Leave out the pictures and retype all the entries below exactly.
BEGIN Material for the task
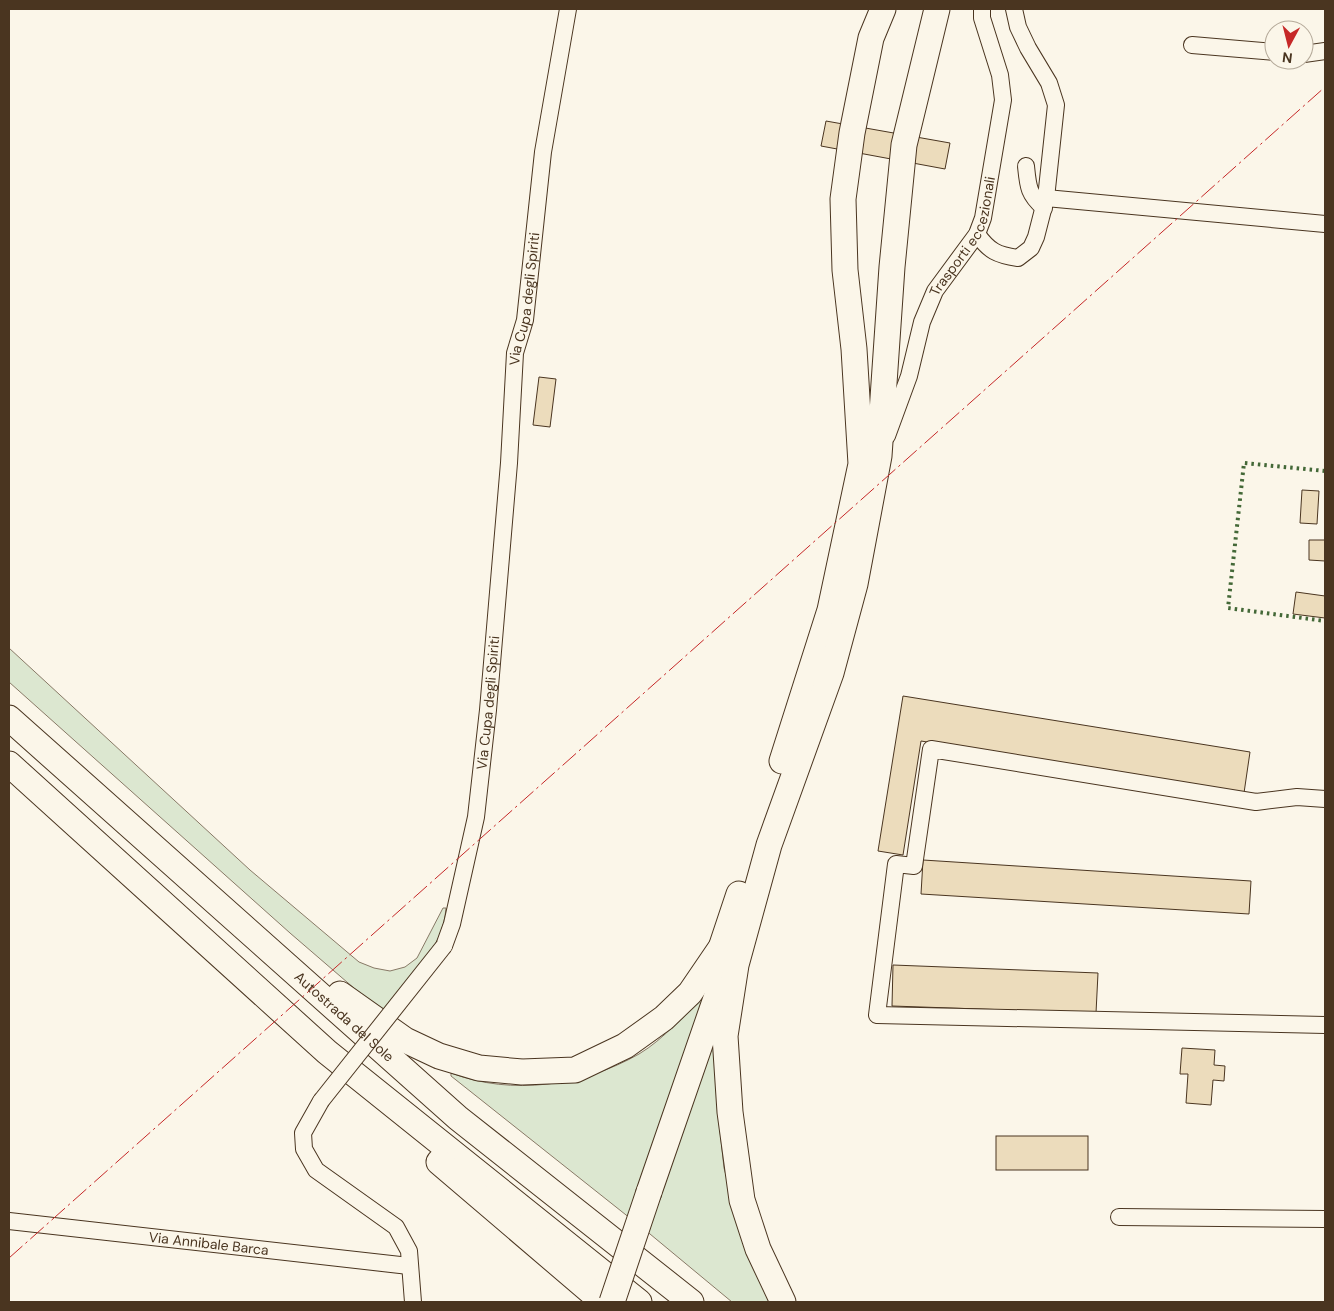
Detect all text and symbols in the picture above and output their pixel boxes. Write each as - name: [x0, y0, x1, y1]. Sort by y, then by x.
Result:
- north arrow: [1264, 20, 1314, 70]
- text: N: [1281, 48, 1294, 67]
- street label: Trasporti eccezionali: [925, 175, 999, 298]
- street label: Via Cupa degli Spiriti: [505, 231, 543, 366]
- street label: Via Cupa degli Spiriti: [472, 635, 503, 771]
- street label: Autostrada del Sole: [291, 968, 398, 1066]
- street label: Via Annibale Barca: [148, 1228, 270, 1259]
END Material for the task
**Expected output:**
Detect all text and symbols in the picture above and output their pixel boxes. Write each as - name: [x0, y0, x1, y1]. Sort by y, then by x.
Result:
- north arrow: [1264, 20, 1314, 70]
- text: N: [1281, 48, 1294, 67]
- street label: Trasporti eccezionali: [925, 175, 999, 298]
- street label: Via Cupa degli Spiriti: [505, 231, 543, 366]
- street label: Via Cupa degli Spiriti: [472, 635, 503, 771]
- street label: Autostrada del Sole: [291, 968, 398, 1066]
- street label: Via Annibale Barca: [148, 1228, 270, 1259]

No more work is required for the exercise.